The political stalemate within the UK and the lack of progress in the Brexit negotiations has led to a climate of uncertainty. The House of Commons has overwhelmingly rejected the government’s EU Withdrawal Agreement twice, leaving no clarity about Britain’s future.
For students, higher education (HE) is a lifelong investment that spans prospecting for a suitable course to graduate employability and career progression prospects. Prospective students are looking for certainty to enable them to make an informed decision about where to study.
Regardless of age, students from EU countries are less likely to be interested in studying in the UK because of Brexit, at a remarkably stable and high ratio across all age groups between 15 to 40 years old, oscillating between 38% and 41% (QS International Student Survey, 2018). If this declaration of intent translates into reality, UK universities are at risk, in terms of international application numbers and revenue, reputation, but also with regard to the kind of campus diversity they can expect to offer, with a far reduced number of European nationals attending. Internationalisation starts at home, through the presence of international students on campus, because for a lot of UK students studying abroad is not an option.

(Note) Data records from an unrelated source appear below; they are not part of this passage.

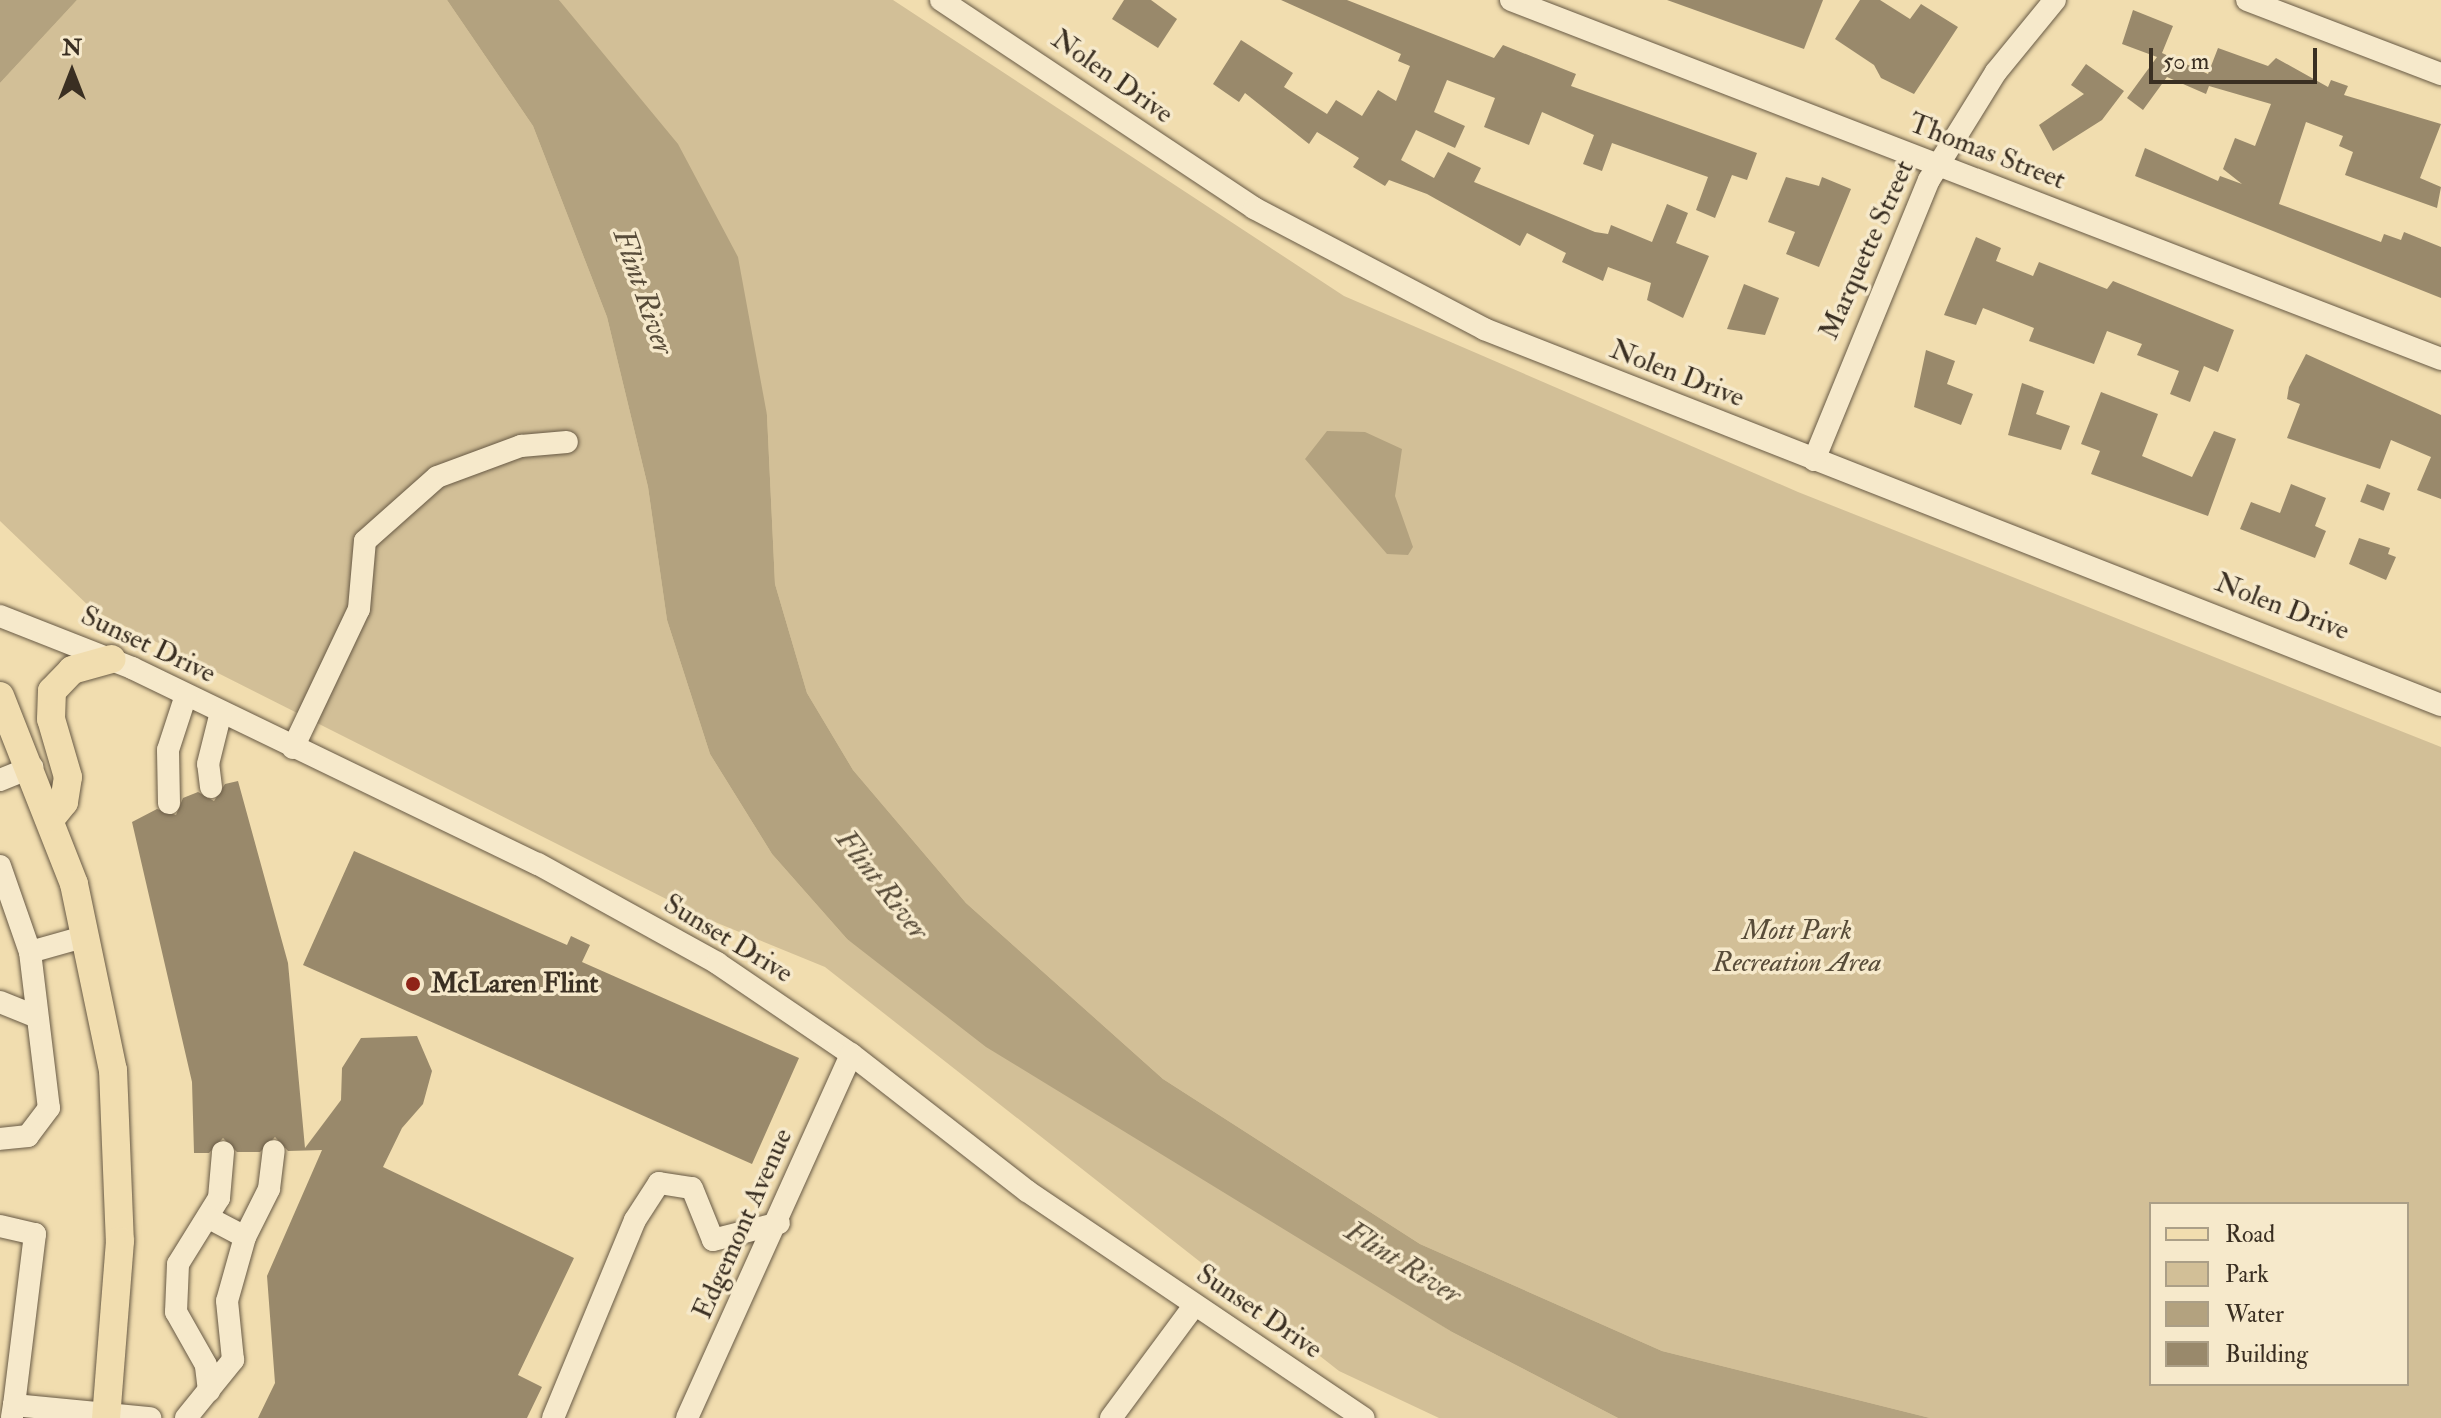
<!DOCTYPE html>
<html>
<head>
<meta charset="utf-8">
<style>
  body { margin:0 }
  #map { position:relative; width:2441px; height:1418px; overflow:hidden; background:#f1ddaf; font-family:"IM FELL Double Pica",serif }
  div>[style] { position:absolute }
  .green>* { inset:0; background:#d2bf97 }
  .water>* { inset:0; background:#b3a27f }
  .building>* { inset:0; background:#99896b; transform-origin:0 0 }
  .roads { filter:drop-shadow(0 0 2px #685a45) drop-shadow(0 0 2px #685a45) }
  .minor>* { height:22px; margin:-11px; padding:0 11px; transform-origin:11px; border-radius:11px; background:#f6e9cb }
  .major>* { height:28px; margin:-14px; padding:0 14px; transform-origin:14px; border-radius:14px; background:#f1ddaf }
  .dots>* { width:22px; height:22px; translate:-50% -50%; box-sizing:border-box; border:4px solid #f6e9cb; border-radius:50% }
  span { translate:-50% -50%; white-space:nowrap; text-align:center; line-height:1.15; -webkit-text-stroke:7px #f6e9cb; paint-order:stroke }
  .street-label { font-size:28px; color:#3a2f22 }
  .park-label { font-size:28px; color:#584c39; font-style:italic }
  .poi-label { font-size:28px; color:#3a2f22; font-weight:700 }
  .left { translate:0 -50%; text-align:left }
  .water-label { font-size:30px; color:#584c39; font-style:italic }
  .legend { position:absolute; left:2149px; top:1202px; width:260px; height:184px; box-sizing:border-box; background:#f6e9cb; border:2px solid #ab9f87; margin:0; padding:10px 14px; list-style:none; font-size:24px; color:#3a2f22 }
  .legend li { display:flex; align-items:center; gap:16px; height:40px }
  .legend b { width:40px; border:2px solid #ab9f87 }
  .north { position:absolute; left:32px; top:32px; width:80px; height:80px; -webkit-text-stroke:6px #f6e9cb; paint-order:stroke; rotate:0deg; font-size:22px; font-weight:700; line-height:32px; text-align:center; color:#3a2f22 }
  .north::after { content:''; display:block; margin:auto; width:28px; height:36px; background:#3a2f22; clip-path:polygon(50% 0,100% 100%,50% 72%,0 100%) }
  .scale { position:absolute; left:2149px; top:48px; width:168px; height:36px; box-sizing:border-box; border:4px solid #3a2f22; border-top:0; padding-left:10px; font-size:24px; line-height:28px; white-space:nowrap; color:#3a2f22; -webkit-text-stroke:6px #f6e9cb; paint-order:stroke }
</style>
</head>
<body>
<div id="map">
  <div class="green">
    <div style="clip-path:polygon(77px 0,447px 0,533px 126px,607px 317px,648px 487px,667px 620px,710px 754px,772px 854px,847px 939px,1452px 1332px,1618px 1418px,1439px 1418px,1339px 1371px,825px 967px,700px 916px,93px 610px,0 521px,0 83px)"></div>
    <div style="clip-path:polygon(evenodd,559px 0,893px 0,1344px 296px,1798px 492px,2441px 747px,2441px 1418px,1930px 1418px,1662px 1351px,1420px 1244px,1163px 1079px,966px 903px,853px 770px,807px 693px,775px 584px,767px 415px,559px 0,2151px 1204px,2407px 1204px,2407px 1384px,2151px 1384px,2151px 1204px)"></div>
  </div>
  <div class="water">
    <div style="clip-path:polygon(0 0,77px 0,0 83px)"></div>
    <div style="clip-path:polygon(447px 0,559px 0,678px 144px,738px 257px,767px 415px,775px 584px,807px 693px,853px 770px,966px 903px,1163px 1079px,1420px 1244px,1662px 1351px,1930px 1418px,1618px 1418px,1452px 1332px,986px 1047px,847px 939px,772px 854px,710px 754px,667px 620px,648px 487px,607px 317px,533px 126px)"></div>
    <div style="clip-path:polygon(1327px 431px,1365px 432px,1402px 449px,1395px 496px,1413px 547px,1408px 555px,1387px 554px,1305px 459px)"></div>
  </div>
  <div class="building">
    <div style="clip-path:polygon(1124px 0,1151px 0,1177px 19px,1158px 48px,1112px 19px)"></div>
    <div style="clip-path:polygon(1281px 0,1347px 0,1494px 58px,1503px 45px,1576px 74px,1571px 86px,1757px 153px,1747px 180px,1732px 175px,1715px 218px,1696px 210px,1708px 177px,1612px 143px,1602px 171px,1583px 164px,1594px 135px,1542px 112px,1529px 145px,1484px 127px,1495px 98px,1447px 80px,1434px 112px,1465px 126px,1455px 148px,1416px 130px,1401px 160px,1434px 178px,1448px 152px,1481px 168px,1474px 182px,1595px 232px,1608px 234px,1611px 225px,1652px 242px,1667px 204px,1688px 213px,1676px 243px,1709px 256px,1683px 318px,1647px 300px,1651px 283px,1608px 267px,1603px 281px,1562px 262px,1566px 253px,1527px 233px,1520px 246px,1427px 194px,1389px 180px,1385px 186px,1353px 167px,1359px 158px,1317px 132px,1309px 144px,1245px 93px,1239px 102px,1213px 84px,1241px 40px,1293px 73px,1284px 87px,1327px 114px,1336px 100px,1362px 116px,1378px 90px,1396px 101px,1410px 66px,1398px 61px,1401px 54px)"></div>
    <div style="clip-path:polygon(1667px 0,1823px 0,1804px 49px)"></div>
    <div style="clip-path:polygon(1860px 0,1880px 0,1910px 19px,1921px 4px,1958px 27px,1914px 94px,1881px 78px,1874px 65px,1835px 39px)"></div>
    <div style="clip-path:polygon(2133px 10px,2173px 26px,2162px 53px,2208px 74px,2218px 48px,2268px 66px,2276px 58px,2328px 87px,2331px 80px,2348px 86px,2344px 95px,2441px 124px,2420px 178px,2441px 187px,2437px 208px,2345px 175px,2353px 152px,2339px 146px,2343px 136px,2306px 122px,2279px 204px,2381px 242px,2384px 234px,2401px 240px,2404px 232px,2441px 247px,2441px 298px,2135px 176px,2145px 148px,2218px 181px,2220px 176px,2242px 184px,2223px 169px,2235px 138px,2255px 146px,2271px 104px,2209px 86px,2206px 94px,2167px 77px,2143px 110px,2127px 98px,2157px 57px,2122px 44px)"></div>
    <div style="clip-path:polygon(2086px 64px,2124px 91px,2102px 120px,2053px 151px,2039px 125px,2084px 94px,2071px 85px)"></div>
    <div style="clip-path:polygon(1786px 177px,1819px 186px,1822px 177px,1851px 189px,1819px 267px,1786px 254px,1795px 232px,1768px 222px)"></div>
    <div style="clip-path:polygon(1976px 237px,2001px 248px,1996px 261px,2033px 276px,2039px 262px,2107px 289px,2113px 281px,2234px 330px,2218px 372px,2204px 366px,2190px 402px,2170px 394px,2179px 371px,2137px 355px,2142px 344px,2107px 331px,2094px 364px,2029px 341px,2034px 328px,1983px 308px,1976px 325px,1944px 315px)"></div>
    <div style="clip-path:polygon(1744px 284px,1779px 298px,1765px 335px,1727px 329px)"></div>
    <div style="clip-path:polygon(1926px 350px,1955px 361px,1947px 384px,1973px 394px,1961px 425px,1914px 407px)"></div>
    <div style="clip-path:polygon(2306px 354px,2441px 415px,2441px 499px,2417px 490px,2431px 457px,2391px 440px,2380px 469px,2287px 438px,2300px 404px,2287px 399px,2289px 387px)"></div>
    <div style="clip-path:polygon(2022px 383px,2044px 391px,2036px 414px,2070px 426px,2061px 450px,2008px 435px)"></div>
    <div style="clip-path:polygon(2101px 392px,2158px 414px,2142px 456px,2192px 477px,2214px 431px,2236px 439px,2208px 516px,2091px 474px,2100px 451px,2081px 444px)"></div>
    <div style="clip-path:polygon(2291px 484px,2326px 498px,2315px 526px,2326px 531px,2315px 558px,2240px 529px,2251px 502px,2280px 513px)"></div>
    <div style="left:2367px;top:484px;width:25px;height:19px;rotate:21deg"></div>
    <div style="clip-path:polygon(2359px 538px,2390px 548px,2388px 554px,2396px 557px,2386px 580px,2349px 564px)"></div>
    <div style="clip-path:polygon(238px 781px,288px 963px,305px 1148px,341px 1100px,342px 1068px,361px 1038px,417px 1036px,432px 1071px,423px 1104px,402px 1128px,383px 1167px,574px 1258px,518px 1375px,542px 1387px,527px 1418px,258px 1418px,275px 1383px,267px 1276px,322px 1150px,288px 1151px,275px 1137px,260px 1152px,237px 1152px,223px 1138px,209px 1153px,194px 1153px,192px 1082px,132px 822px,157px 809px,176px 815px,183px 798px,198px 792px,214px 801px,225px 784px)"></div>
    <div style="clip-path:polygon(354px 851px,567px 945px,571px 936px,590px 945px,582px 962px,799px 1058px,752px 1164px,303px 965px)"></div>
  </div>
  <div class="roads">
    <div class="minor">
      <div style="left:941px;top:0;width:376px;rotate:33.6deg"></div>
      <div style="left:1254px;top:208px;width:260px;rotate:27.7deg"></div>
      <div style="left:1484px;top:329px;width:1028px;rotate:21.45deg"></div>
      <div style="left:1511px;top:0;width:997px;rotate:21.11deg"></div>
      <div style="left:2247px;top:0;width:208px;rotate:20.9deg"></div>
      <div style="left:1814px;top:460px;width:303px;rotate:-67.7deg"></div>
      <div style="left:1929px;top:180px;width:127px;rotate:-58.2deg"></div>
      <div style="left:1996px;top:72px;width:93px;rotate:-50.7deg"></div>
      <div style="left:0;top:616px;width:142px;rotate:21.5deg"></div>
      <div style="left:132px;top:668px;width:451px;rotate:25.8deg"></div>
      <div style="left:538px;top:864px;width:205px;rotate:28.9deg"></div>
      <div style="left:717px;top:963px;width:162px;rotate:34.2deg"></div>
      <div style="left:851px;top:1054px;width:223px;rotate:37.9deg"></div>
      <div style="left:1027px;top:1191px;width:406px;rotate:34deg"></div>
      <div style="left:293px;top:748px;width:154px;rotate:-64.6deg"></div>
      <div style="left:359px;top:609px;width:68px;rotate:-85deg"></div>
      <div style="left:365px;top:541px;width:96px;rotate:-41.6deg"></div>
      <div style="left:437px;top:477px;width:90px;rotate:-20.3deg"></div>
      <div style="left:521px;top:446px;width:46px;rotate:-5deg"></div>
      <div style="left:0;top:780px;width:35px;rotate:-22deg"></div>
      <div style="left:211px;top:787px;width:23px;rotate:-97deg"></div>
      <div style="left:208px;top:764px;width:54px;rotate:-76deg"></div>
      <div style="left:169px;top:803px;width:53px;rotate:-91.1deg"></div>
      <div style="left:168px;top:750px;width:58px;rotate:-71.9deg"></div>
      <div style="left:0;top:866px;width:91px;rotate:70.8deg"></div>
      <div style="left:30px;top:952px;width:157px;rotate:83.1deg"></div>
      <div style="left:49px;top:1108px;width:35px;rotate:127deg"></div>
      <div style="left:28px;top:1136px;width:28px;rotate:174deg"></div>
      <div style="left:30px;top:952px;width:59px;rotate:-15.7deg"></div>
      <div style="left:0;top:1002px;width:40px;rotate:22deg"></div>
      <div style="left:0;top:1226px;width:36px;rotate:13deg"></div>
      <div style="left:35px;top:1234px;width:172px;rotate:97deg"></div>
      <div style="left:245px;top:1237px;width:54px;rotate:-63.4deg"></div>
      <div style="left:269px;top:1189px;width:38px;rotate:-83deg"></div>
      <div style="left:209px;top:1391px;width:26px;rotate:-97deg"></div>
      <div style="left:206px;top:1365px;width:61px;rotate:-119.5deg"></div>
      <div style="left:176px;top:1312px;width:48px;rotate:-87.6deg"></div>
      <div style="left:178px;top:1264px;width:78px;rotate:-58.2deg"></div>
      <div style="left:219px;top:1198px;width:46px;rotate:-85deg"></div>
      <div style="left:12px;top:1417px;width:12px;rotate:-81deg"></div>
      <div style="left:14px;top:1405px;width:137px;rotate:5.5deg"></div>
      <div style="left:186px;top:1418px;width:75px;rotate:-51deg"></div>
      <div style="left:233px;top:1360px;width:59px;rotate:-95.8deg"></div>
      <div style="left:227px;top:1301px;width:66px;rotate:-74.3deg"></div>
      <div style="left:245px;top:1237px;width:41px;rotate:-152.2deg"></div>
      <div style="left:553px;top:1418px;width:214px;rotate:-67.5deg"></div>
      <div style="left:635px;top:1220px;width:44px;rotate:-57deg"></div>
      <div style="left:659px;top:1183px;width:33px;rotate:9deg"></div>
      <div style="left:692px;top:1188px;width:56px;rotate:68deg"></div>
      <div style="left:713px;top:1240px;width:68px;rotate:-14.4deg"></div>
      <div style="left:687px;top:1418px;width:399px;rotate:-65.7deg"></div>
      <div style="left:1111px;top:1418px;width:139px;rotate:-53.5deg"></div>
    </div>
    <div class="major">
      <div style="left:0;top:696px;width:202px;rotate:68.5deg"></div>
      <div style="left:74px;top:884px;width:190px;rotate:78.2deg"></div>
      <div style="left:113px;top:1070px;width:171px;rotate:87.7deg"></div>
      <div style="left:120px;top:1241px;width:178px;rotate:94.5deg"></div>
      <div style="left:52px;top:817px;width:19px;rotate:-51deg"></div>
      <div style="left:64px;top:802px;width:25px;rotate:-81deg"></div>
      <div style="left:68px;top:777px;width:60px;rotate:-106.3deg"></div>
      <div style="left:51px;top:719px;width:28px;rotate:-88deg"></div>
      <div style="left:52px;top:691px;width:29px;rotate:-46deg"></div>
      <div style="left:72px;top:670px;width:41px;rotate:-15.4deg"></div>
    </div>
  </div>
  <div class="dots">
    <div style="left:413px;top:984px;background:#8f2418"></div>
  </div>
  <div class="street-label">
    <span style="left:1112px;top:77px;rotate:35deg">Nolen Drive</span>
    <span style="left:1987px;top:152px;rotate:21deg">Thomas Street</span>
    <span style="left:1867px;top:250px;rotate:-66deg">Marquette Street</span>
    <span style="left:1677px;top:374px;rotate:21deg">Nolen Drive</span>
    <span style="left:2282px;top:607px;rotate:21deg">Nolen Drive</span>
    <span style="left:148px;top:645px;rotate:25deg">Sunset Drive</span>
    <span style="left:728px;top:939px;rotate:31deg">Sunset Drive</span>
    <span style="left:743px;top:1224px;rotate:-66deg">Edgemont Avenue</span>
    <span style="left:1259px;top:1312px;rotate:34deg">Sunset Drive</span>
  </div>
  <div class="park-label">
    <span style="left:1797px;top:947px">Mott Park<br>Recreation Area</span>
  </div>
  <div class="poi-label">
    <span class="left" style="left:431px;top:984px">McLaren Flint</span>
  </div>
  <div class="water-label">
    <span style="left:643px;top:292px;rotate:71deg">Flint River</span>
    <span style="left:882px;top:885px;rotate:52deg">Flint River</span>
    <span style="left:1403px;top:1263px;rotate:32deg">Flint River</span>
  </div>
  <ul class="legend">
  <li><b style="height:10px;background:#f1ddaf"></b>Road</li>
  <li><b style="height:22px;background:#d2bf97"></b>Park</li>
  <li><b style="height:22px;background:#b3a27f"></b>Water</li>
  <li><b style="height:22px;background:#99896b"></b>Building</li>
  </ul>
  <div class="north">N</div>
  <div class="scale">50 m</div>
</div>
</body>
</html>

The figures could be further compounded should tuition fees for EU students be aligned to that of international/ overseas for 2020 entry, as many EU applicants come from countries with a tradition of offering either free or considerably lower tuition fees. The added value of a UK university degree would come under further scrutiny, in comparison to similar more affordable national qualifications obtainable at home. Affordable tuition is the fourth most important consideration for EU students when choosing a course, with 50% of respondents claiming this to be the most important factor when selecting a course, according to the QS International Student Survey 2018.
Borders and boundaries: internationalisation activities
Internationalisation activities for UK universities could be restricted, should the UK leave the EU without a deal. Student exchanges with European universities are under threat in a no deal scenario, and could lead to 17,000 UK based students not being able to study in European universities as planned next year, because the UK government has taken the view it may not fund such schemes in the event of a no-deal.
Disproportionate numbers of students come from the EU
Many students coming to study in the UK are certainly concerned with what post Brexit UK university campus life will look like, and what degree opportunities will remain available, in particular in terms of student mobility within Europe, under the Erasmus+ scheme, which enables students to study as an integral part of their degree at a partner European institution, through generous grants funded by the European Commission. For EU students, what tuition fee policy will apply is a considerable source of concern. In 2016-17, there were 63,035 first-year non-UK domiciled EU students at UK universities, with only China sending more students to the UK. Four out of ten of the top sending locations of first year entrants are from EU countries, a disproportionately high figure considering the relative size of their population, showing a strong tradition of intra-European international mobility:
|Hong Kong||6, 855|
First year entrants to UK universities by country of domicile, Higher Education Statistics Agency.
At government level, even in March 2019, it appears there is no certainty on what the relationship between the UK and the EU will be. The fate of HE and research collaboration will be pegged to whatever overall deal is reached between the EU27 and the UK, an unfortunate outcome considering the importance of the UK HE sector in driving social and economic development, and being home to eight of the top 50 universities in the world (QS World University Rankings 2019). So-called “world class” universities (Shattock, 2017), or the emerging global model (EGM) of the research university (Mohrman, Ma and Baker, 2008) are characterised notably by a worldwide recruitment of talent, to be understood to include students, academic staff and administrators. This transnational quest for the brightest is essential, and any hindrance could have consequences on the high standing of British universities.
It is in the interest of all parties that the tuition fee status for EU students remains aligned to that of home students and confirmed on a long-term basis, to demonstrate that the UK is truly committed to its Global Britain agenda and remaining an international destination, and to ensure UK campuses remain culturally diverse and vibrant. In a context of increasingly difficult EU-UK negotiations, goodwill must prevail, and this can be achieved through financial educational commitments.